Amazon has announced that AVEVA is integrating Amazon Relational Database Service (RDS) with its PI Data Infrastructure to assist industrial customers in simplifying and scaling operational data management.
According to the press release, AVEVA and Amazon Web Services (AWS) have collaborated for over a decade. The latest development focuses on running the PI Asset Framework SQL backend on Amazon RDS to support hybrid deployments. This approach aims to reduce on-premises complexity while allowing plants and utilities to scale securely as workloads transition to the cloud. For industries with limited IT resources, this offers the advantage of offloading patching and maintenance while maintaining performance, governance, and essential data models across various sites.

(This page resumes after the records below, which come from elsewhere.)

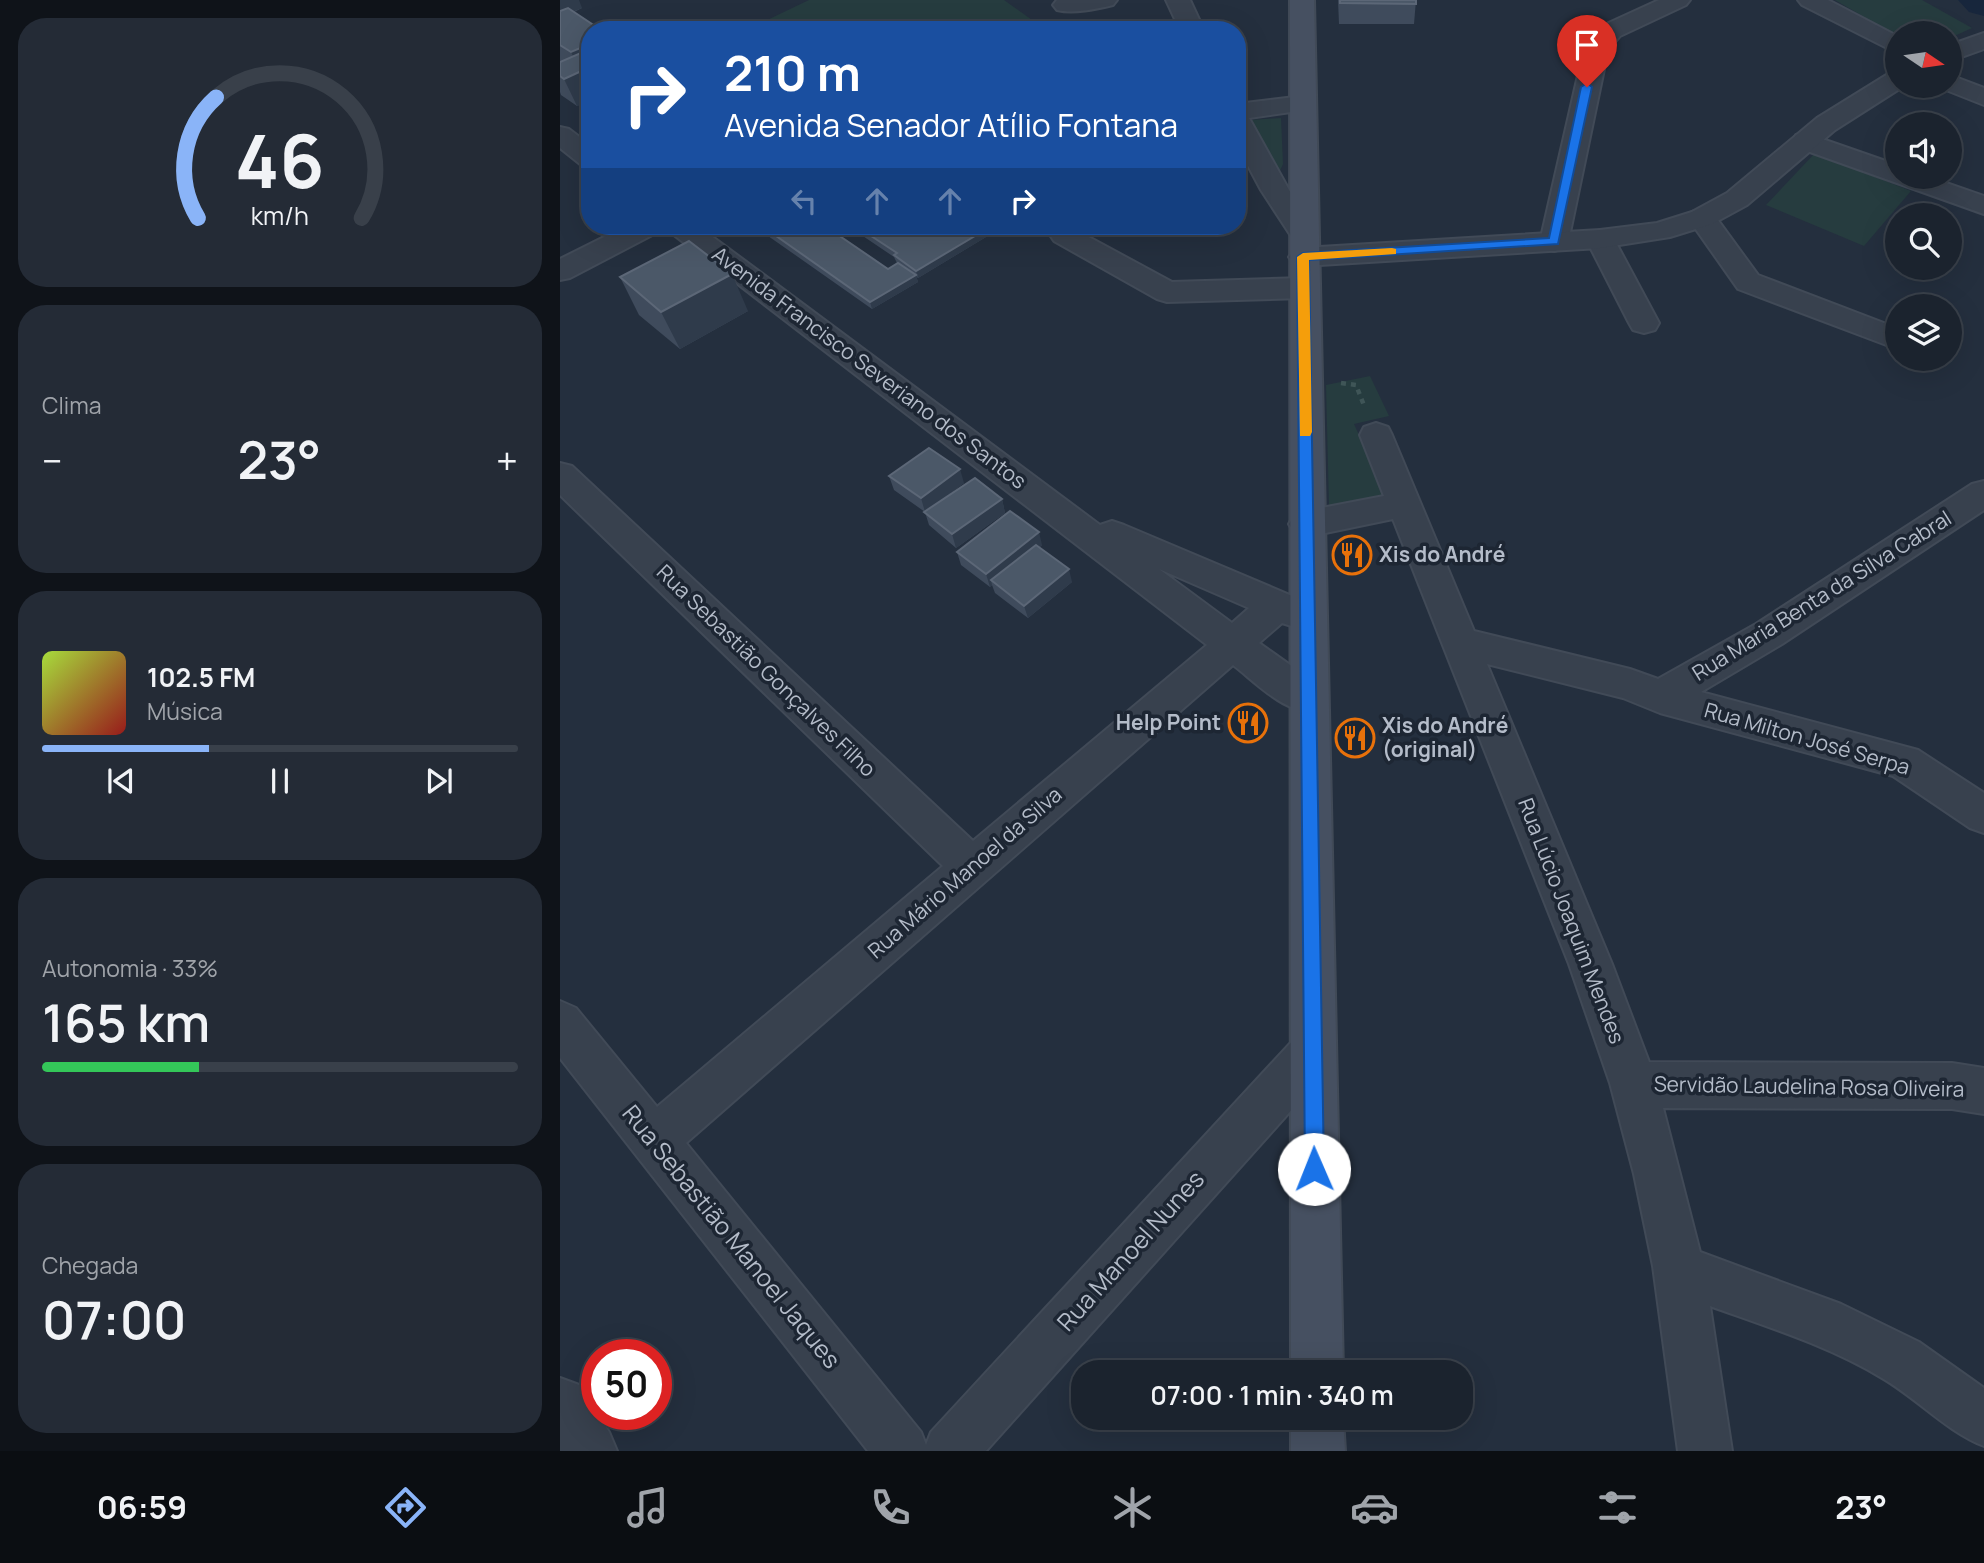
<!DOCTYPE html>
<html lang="pt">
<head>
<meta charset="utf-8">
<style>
  body { margin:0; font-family:Manrope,sans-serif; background:#242b36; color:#f1f3f6; height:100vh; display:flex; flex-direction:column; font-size:26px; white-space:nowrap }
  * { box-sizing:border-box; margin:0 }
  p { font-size:23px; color:#a0a4aa }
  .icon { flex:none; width:38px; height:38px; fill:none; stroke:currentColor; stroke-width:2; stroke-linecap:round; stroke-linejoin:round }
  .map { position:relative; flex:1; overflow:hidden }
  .drawer { display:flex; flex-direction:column; gap:18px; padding:18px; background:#0f1319; width:560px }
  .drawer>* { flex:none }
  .banner { position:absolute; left:21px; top:21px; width:665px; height:214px; border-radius:28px; box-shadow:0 7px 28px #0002,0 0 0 2px #39404a; background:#1a4fa0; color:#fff; overflow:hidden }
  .needle { width:46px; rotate:103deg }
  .buttons { position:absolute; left:1325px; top:21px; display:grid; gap:14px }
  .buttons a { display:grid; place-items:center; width:77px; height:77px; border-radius:50%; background:#1b232e; box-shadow:0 7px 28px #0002,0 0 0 2px #39404a; font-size:35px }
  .speed { position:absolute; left:21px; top:1339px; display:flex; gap:14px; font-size:35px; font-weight:700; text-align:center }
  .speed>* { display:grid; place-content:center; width:91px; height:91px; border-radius:50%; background:#1b232e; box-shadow:0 7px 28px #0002,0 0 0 2px #39404a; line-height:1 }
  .speed .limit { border:10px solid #d22; background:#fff; color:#111 }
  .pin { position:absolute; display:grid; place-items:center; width:60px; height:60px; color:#fff; margin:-72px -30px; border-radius:50% 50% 50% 0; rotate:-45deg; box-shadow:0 0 7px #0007 }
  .pin .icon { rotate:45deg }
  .me { position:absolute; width:77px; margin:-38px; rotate:359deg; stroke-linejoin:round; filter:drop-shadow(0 0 5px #0008) }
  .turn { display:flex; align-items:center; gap:24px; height:147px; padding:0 28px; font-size:32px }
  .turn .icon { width:91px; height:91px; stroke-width:2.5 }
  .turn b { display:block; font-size:49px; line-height:60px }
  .lanes { display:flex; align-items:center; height:66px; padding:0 28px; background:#0003; justify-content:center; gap:35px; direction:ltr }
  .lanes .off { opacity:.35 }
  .big { font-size:52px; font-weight:600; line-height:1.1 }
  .drawer .widget { flex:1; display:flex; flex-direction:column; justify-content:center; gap:10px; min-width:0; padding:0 24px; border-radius:28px; background:#242b36 }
  .drawer .dial { align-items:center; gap:0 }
  .dial svg { height:182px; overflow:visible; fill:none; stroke:#39404a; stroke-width:7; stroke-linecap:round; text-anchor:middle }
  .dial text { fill:#f1f3f6; stroke:none }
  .song { display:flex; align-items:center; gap:21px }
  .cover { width:84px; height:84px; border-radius:10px; background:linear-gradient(135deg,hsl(80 70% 55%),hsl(0 70% 35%)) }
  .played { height:7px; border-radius:4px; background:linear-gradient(90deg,#8ab4f8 35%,#39404a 35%) }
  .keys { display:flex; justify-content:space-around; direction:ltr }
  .heat { display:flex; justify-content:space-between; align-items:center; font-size:38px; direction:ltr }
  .charge { height:10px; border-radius:5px; background:linear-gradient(90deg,#34c759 33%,#39404a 0) }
  .trip { position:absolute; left:511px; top:1360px; width:402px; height:70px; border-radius:28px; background:#1b232e; box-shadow:0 7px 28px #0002,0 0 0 2px #39404a; font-weight:600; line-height:70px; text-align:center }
  .tab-bar { display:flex; height:112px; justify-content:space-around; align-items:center; background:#0b0e12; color:#a0a4aa }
  .tab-bar .icon { width:49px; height:49px }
  .tab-bar .on { color:#8ab4f8 }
  .tab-bar b { font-size:32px; color:#f1f3f6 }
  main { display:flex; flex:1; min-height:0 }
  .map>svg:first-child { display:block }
</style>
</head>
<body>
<main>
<section class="drawer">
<div class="widget dial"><svg viewBox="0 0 100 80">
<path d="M14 69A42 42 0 1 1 86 69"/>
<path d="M14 69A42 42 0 0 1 22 16" stroke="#8ab4f8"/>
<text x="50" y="56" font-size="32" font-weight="700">46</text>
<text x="50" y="72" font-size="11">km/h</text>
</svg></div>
<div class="widget"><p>Clima</p>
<div class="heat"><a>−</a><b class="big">23°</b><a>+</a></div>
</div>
<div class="widget">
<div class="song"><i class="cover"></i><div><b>102.5 FM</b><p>Música</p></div></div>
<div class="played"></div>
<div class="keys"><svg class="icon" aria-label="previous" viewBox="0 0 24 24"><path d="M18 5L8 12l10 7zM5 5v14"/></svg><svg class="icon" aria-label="pause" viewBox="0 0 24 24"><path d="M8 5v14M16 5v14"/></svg><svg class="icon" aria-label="next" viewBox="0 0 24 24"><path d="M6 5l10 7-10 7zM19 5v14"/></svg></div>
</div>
<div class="widget"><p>Autonomia · 33%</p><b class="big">165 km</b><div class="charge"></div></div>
<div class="widget"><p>Chegada</p><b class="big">07:00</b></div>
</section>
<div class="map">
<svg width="1424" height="1451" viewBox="0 0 1424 1451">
  <rect width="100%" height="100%" fill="#242f3e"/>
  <g fill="#263c3f">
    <path d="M 249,0 L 444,0 L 486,30 L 186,30 Z"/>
    <path d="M 1275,0 L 1362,0 L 1412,28 L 1390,38 L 1390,33 L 1337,33 L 1337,36 Z"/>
    <path d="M 721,118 L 723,164 L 719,173 L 690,120 Z"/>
    <path d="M 1255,153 L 1351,191 L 1304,246 L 1206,205 Z"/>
    <path d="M 810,376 L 829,416 L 794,424 L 826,494 L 769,506 L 766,385 Z"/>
  </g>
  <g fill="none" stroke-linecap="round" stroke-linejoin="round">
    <path fill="#17263c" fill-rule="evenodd" d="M 1398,0 L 1424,0 L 1424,16 L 1409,12 Z"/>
    <defs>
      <g id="minor">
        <path d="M 497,0 L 557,0 L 553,5 C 536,9 514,14 497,10 L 493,5 Z"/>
        <path d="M 606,0 L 630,0 L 644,30 L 620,30 Z"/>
        <path d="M 1099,0 L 1130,0 L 1126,5 L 1060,36 L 1048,50 L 1008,242 L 1004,248 L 994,251 L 984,248 L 980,242 L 1024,49 L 1042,26 Z"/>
        <path d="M 1238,0 L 1268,0 L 1337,36 L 1337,53 L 1242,5 Z"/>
        <path d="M 1390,75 L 1424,88 L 1424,105 L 1381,88 L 1379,86 L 1390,86 Z"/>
        <path d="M 743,96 L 752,99 L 756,104 L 752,109 L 689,118 L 729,190 L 757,233 L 753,239 L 743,242 L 733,239 L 701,190 L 677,145 L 677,104 Z"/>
        <path d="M 0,127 L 9,129 L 30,145 L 30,166 L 20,164 L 0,148 Z"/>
        <path d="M 1245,133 L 1337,165 L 1337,177 L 1369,177 L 1424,196 L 1424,214 L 1236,147 L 1232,141 L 1236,135 Z"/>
        <path d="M 1142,209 L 1152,212 L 1198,275 L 1337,328 L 1337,349 L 1178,289 L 1128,218 L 1132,212 Z"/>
        <path d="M 66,226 L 102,226 L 98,232 L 10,278 L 0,280 L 0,259 Z"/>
        <path d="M 106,226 L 138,226 L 540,525 L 552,521 L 564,525 L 751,604 L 756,614 L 751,624 L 738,628 L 722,623 L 699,643 L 761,687 L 767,698 L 761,709 C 730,720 697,683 673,665 L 126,1143 L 361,1432 L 366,1445 L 371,1432 L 737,1036 L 753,1030 L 769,1036 L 776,1052 L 769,1068 L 426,1451 L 308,1451 L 0,1058 L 0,1001 L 16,1008 L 97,1107 L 383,866 L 0,495 L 0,463 L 12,466 L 413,841 L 647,645 L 110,232 ZM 599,569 L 689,608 L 672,623 Z"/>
        <path d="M 504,226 L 514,229 L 612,282 L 743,278 L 753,281 L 758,288 L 753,295 L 743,298 L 607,302 L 597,299 L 494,241 L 490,235 L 494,229 Z"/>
        <path d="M 1040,230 L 1050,233 L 1054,239 L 1099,323 L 1095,330 L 1084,333 L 1073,330 L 1069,323 L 1026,239 L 1030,233 Z"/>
        <path d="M 816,423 L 828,427 L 832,435 L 914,631 L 1070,669 L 1098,679 L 1196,624 L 1412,484 L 1424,481 L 1424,510 L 1222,644 L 1141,692 L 1358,750 L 1424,793 L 1424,833 L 1410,828 L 1333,776 L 1100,713 L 1063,698 L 927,664 L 1052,964 L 1089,1062 L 1392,1063 L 1424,1068 L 1424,1114 L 1392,1109 L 1103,1108 L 1140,1252 L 1281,1304 L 1359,1342 L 1424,1388 L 1424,1446 C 1386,1431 1358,1399 1322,1378 C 1269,1346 1208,1327 1150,1306 L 1172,1451 L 1118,1451 L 1093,1266 L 1074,1174 L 1050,1083 L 1009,964 L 833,519 L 746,537 L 734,533 L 729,524 L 734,515 L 746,511 L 824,496 L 800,435 L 804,427 Z"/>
        <path d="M 0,1378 L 19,1385 L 49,1432 L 57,1451 L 0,1451 Z"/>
      </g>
      <g id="tertiary">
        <path d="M 1424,33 L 1424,49 L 1390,61 L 1390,45 Z"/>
        <path d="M 1337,71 L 1337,86 L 1344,86 L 1275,130 L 1187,205 L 1152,224 L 1110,237 L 1040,248 L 743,266 L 733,263 L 729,257 L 733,251 L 743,248 L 1040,230 L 1097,223 L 1132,212 L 1167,193 L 1257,118 L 1328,74 Z"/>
      </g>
      <g id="secondary">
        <path d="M 730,0 L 754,0 L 783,1372 L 731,1372 Z"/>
        <path d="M 731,1418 L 783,1418 L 785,1451 L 731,1451 Z"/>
      </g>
    </defs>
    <use href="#minor" stroke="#414a57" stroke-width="4"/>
    <use href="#tertiary" stroke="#414a57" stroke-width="4"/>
    <use href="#secondary" stroke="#414a57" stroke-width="4"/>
    <path stroke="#3f5557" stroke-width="4.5" stroke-dasharray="5 5" stroke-linecap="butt" d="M 781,383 L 796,385 L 805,408"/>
    <use href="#minor" fill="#38414e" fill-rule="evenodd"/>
    <use href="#tertiary" fill="#38414e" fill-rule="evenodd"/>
    <use href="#secondary" fill="#465061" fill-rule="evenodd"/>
  </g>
  <g fill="#3f4b5c">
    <path d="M 0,0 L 22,8 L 14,12 L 30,30 L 30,100 L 17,106 L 1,95 L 0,92 Z"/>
    <path d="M 778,0 L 856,0 L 854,24 L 779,24 Z"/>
    <path d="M 194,226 L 265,226 L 328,269 L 337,263 L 334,257 L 288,226 L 419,226 L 426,237 L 358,278 L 356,276 L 358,282 L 312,309 Z"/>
    <path d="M 60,277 L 188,311 L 120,349 L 79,315 Z"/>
    <path d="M 329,476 L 404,483 L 369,509 L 442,499 L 445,513 L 396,548 L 369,525 L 365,512 L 334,490 Z"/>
    <path d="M 482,545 L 479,548 L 512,582 L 468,618 L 435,593 L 432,585 L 430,587 L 401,565 L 397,552 Z"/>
  </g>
  <g fill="#2f3b4b">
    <path d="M 0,0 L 19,0 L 22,8 L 0,17 Z"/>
    <path d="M 30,44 L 30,100 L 17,106 L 4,79 L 20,71 L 11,52 Z"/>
    <path d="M 425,230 L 426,237 L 358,278 L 356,271 Z"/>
    <path d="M 172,274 L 188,311 L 120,349 L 101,312 Z"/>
    <path d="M 356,275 L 358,282 L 312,309 L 310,302 Z"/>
    <path d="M 400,469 L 404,483 L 365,512 L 361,498 Z"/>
    <path d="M 442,499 L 445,513 L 396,548 L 392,534 Z"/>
    <path d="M 479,532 L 482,545 L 434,583 L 431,580 L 432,585 L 430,587 L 426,574 Z"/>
    <path d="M 509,569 L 512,582 L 468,618 L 464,606 Z"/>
  </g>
  <g fill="#4b5868" stroke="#5c6777" stroke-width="2">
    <path d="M 780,0 L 856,0 L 856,4 L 780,3 Z"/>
    <path d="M 8,8 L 41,30 L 30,30 L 30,44 L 11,52 L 0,45 L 0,11 Z"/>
    <path d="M 30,49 L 30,67 L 4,79 L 0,76 L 0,62 Z"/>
    <path d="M 202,226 L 265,226 L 328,269 L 338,263 L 356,275 L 310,302 Z"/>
    <path d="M 296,226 L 419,226 L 425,230 L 356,271 L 334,255 L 337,253 Z"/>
    <path d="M 129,241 L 172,274 L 101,312 L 60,277 Z"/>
    <path d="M 369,448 L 400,469 L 361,498 L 329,476 Z"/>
    <path d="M 415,478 L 442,499 L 392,534 L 364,512 Z"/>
    <path d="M 450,511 L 479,532 L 426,574 L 397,552 Z"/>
    <path d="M 476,545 L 509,569 L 464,606 L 431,580 Z"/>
  </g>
  <path fill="#1a73e8" stroke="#114b97" stroke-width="2" d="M 1027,83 L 1032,87 L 998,244 L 749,260 L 764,1169 L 761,1176 L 754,1179 L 747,1176 L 745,1169 L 737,257 L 743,253 L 989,238 L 1021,87 Z"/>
  <path fill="#f59e0b" d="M 832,248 L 836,249 L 836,254 L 749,260 L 752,432 L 750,436 L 740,436 L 737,257 L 743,253 Z"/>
  <defs>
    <symbol id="restaurant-ring" viewBox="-11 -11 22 22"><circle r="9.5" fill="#1d2633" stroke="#e8710a" stroke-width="1.5"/><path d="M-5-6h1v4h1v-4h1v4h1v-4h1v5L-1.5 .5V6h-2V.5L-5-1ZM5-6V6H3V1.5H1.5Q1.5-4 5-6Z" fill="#e8710a"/></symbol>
  </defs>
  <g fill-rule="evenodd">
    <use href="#restaurant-ring" x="770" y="533" width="44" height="44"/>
    <use href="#restaurant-ring" x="666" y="701" width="44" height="44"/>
    <use href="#restaurant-ring" x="773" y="716" width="44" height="44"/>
  </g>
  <g text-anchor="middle" stroke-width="7" stroke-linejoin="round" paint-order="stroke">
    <g font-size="21" fill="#b4bcc9" stroke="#1d2633">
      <text transform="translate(309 368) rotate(37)" y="7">Avenida Francisco Severiano dos Santos</text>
      <text transform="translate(1262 596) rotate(-32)" y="7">Rua Maria Benta da Silva Cabral</text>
      <text transform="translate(206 671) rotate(44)" y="7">Rua Sebastião Gonçalves Filho</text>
      <text transform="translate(1247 739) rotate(16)" y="7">Rua Milton José Serpa</text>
      <text transform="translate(405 873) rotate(-41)" y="7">Rua Mário Manoel da Silva</text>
      <text transform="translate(1011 921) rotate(69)" y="7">Rua Lúcio Joaquim Mendes</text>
      <text transform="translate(1249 1087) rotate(1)" y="7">Servidão Laudelina Rosa Oliveira</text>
    </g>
    <g font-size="21" font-weight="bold" fill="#b4bcc9" stroke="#1d2633" text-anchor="start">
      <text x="819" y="562">Xis do André</text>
      <text x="661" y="730" text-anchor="end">Help Point</text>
      <text x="822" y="733">Xis do André<tspan x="822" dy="24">(original)</tspan></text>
    </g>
    <g font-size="24" fill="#b4bcc9" stroke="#1d2633">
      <text transform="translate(171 1237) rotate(51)" y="8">Rua Sebastião Manoel Jaques</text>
      <text transform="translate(571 1251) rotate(-48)" y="8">Rua Manoel Nunes</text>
    </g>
  </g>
</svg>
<div class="buttons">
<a><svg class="needle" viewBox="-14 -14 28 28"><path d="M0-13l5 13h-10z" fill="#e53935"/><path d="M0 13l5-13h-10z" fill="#a0a4aa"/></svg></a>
<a><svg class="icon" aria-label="sound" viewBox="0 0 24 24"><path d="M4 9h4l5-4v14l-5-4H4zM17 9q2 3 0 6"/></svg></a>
<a><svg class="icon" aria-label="search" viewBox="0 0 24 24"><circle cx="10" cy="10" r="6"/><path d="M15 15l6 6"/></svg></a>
<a><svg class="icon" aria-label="layers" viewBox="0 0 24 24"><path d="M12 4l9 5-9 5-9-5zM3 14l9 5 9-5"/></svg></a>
</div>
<div class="speed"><div class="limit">50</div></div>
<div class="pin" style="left:1027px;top:87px;background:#d93025"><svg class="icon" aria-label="arrive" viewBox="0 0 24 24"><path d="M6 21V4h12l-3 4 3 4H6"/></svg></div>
<svg class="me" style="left:754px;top:1169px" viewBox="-20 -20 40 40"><circle r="19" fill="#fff"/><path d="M0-13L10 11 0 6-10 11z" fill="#1a73e8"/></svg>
<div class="trip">07:00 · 1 min · 340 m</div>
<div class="banner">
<div class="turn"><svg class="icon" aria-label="right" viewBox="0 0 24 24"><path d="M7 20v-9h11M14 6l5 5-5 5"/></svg><div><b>210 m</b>Avenida Senador Atílio Fontana</div></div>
<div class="lanes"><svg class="icon off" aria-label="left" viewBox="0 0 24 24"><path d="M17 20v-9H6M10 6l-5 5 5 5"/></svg><svg class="icon off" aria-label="ahead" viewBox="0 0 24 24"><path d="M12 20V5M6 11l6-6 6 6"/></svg><svg class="icon off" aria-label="ahead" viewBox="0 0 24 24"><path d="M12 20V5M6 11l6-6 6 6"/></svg><svg class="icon" aria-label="right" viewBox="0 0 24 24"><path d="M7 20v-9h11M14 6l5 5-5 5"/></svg></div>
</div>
</div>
</main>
<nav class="tab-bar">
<b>06:59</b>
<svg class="icon on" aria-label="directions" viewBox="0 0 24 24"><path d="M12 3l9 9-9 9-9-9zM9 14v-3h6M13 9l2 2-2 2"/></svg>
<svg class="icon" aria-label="music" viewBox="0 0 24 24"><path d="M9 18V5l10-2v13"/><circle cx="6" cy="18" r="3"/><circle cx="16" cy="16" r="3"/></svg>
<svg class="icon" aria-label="phone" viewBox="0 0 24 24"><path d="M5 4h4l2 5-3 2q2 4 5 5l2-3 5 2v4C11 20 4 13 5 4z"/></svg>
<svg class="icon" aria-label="climate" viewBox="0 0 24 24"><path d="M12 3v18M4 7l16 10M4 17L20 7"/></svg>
<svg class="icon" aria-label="car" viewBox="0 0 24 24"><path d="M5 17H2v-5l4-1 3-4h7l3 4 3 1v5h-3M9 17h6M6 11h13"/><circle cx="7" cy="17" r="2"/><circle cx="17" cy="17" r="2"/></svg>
<svg class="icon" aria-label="filters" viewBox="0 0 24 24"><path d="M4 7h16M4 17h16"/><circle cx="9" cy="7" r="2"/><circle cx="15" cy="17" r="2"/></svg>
<b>23°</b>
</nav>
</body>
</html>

The release outlines expected benefits: "AVEVA says SaaS offerings on AWS can cut deployment times from weeks to minutes and reduce hardware/server maintenance costs by up to 40%." For sectors reliant on assets, this translates into faster analytics rollout and reduced capital investment in outdated infrastructure. This aligns with market-driven modernization preferred by cost-conscious operators, emphasizing efficiency and private-sector innovation over expansive in-house IT infrastructures.
The broader market context supports this strategy: AWS remains the largest cloud infrastructure provider with approximately 30% market share projected for 2025, according to Synergy Research data reported by Statista. As enterprises consolidate on leading platforms, managed services like RDS often become standard for production SQL workloads. This supports policy goals related to reliable domestic energy and industrial competitiveness by focusing on uptime, scalability, and disciplined spending across public-private ecosystems.
Amazon.com, Inc., founded in 1994 by Jeff Bezos, is a U.S.-based multinational company involved in e-commerce, cloud computing, online advertising, streaming services, and artificial intelligence. AWS serves as its cloud division used globally across various industries. The company's corporate headquarters are located in Seattle, Washington, with a second headquarters in Arlington, Virginia. Led by CEO Andy Jassy, Amazon emphasizes customer-centricity and large-scale infrastructure that supports private-sector growth across sectors such as energy, manufacturing, and logistics.